* [Instructions for the task] Across all the records below, count the lines that hold "built". State only that figure.

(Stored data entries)
━━━━

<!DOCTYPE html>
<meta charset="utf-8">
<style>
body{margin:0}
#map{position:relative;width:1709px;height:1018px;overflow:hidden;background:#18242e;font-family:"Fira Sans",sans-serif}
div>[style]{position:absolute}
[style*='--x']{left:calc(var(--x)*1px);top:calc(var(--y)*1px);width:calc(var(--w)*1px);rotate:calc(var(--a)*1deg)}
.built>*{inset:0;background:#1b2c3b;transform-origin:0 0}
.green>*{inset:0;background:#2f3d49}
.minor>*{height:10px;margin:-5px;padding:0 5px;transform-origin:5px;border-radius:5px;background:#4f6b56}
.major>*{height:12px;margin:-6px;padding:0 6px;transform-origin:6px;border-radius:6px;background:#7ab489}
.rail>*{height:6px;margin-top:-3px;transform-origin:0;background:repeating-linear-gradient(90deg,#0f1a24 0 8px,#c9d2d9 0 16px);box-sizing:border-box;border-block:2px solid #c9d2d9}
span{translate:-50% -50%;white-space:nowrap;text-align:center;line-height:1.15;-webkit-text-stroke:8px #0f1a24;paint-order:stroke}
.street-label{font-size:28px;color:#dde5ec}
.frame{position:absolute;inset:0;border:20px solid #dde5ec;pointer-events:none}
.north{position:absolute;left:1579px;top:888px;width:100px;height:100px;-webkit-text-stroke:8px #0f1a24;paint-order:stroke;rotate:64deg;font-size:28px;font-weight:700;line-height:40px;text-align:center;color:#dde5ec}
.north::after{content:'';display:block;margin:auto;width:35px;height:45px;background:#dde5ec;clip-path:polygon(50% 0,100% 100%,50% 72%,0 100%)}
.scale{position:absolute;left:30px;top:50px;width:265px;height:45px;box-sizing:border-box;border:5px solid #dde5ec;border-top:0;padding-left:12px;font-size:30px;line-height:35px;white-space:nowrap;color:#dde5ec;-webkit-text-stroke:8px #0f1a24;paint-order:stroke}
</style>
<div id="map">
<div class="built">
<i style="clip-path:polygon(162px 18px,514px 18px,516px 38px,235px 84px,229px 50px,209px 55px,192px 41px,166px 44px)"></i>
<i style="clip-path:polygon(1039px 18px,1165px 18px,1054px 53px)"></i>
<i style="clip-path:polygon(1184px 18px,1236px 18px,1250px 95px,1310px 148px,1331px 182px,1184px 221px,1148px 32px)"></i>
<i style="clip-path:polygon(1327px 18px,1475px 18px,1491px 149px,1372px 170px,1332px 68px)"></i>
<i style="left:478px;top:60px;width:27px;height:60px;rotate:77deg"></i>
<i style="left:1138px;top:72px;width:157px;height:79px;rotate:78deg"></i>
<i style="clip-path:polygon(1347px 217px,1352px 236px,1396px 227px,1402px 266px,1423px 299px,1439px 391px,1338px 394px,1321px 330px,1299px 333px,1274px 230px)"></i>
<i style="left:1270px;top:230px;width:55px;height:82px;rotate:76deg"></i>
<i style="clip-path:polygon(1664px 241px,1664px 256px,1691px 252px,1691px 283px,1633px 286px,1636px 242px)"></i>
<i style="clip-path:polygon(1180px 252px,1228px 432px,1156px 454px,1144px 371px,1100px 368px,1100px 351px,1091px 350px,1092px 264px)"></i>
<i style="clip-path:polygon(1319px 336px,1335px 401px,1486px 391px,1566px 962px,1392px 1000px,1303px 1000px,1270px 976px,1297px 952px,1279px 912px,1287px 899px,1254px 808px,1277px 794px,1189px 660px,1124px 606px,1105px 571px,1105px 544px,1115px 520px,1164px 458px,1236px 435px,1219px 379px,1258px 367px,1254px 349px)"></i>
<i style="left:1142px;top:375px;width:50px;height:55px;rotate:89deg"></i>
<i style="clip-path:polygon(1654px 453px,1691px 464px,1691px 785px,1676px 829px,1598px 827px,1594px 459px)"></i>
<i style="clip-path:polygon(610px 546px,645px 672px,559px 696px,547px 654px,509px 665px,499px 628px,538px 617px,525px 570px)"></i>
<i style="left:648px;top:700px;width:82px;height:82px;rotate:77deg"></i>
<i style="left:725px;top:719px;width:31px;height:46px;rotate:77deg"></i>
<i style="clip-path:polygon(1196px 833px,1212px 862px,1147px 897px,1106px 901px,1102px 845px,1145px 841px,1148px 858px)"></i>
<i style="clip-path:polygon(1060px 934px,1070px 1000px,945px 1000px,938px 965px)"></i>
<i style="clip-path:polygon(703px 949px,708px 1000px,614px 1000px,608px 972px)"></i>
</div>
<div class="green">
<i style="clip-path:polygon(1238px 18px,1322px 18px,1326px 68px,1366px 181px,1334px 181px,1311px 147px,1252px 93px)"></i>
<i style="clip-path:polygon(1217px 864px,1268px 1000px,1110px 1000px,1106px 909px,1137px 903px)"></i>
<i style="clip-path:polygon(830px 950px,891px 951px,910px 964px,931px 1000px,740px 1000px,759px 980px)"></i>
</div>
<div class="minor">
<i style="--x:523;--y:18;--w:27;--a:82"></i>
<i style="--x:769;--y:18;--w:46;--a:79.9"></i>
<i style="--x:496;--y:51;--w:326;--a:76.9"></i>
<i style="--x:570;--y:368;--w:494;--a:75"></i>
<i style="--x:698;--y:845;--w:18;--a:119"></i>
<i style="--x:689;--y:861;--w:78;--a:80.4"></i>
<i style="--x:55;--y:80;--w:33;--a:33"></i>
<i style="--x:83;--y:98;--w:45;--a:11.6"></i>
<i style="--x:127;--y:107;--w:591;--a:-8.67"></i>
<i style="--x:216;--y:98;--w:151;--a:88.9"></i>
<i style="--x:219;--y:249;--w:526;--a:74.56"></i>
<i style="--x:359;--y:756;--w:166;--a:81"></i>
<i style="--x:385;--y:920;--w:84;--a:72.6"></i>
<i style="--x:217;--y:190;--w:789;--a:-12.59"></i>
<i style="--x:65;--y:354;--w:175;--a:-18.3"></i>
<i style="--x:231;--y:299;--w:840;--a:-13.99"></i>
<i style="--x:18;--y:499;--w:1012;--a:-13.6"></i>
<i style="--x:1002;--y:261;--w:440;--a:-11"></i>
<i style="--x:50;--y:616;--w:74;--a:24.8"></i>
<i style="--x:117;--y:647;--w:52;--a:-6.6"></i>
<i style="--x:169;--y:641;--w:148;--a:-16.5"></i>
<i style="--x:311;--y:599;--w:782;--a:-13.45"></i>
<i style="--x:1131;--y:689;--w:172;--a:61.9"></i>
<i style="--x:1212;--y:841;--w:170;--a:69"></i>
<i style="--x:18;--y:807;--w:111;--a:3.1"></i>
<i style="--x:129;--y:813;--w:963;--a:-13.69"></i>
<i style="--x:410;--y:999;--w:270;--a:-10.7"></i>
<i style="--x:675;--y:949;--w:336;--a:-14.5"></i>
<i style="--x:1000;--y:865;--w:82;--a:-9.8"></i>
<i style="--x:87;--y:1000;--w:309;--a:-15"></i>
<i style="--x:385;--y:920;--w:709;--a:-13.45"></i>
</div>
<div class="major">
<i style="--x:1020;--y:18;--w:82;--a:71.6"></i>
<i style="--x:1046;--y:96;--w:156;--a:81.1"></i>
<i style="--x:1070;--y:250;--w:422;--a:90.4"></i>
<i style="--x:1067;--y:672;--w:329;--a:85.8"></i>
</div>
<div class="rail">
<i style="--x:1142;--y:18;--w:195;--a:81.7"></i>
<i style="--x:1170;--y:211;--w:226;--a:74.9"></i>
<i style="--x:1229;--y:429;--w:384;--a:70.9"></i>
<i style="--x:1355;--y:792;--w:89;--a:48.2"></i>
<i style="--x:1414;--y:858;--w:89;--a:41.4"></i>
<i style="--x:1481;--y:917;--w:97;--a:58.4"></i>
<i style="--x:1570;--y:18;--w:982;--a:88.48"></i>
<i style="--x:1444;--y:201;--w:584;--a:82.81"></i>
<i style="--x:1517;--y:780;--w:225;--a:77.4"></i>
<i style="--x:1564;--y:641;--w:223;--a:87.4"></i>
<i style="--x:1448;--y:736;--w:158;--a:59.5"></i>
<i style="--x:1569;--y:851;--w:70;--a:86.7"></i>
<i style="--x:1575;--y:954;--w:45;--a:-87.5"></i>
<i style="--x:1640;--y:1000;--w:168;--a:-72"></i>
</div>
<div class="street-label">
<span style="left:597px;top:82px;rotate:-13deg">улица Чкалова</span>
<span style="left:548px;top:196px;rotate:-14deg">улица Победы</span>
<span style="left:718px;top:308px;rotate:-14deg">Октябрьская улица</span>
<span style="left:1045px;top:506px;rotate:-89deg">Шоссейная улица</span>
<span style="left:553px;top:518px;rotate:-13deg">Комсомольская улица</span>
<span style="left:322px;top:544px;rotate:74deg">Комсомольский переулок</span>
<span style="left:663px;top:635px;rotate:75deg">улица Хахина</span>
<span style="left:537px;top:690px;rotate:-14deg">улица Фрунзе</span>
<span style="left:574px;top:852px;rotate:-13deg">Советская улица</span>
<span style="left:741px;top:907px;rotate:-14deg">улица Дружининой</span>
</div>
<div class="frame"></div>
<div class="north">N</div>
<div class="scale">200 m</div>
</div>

━━━━

* [Problem solution] 2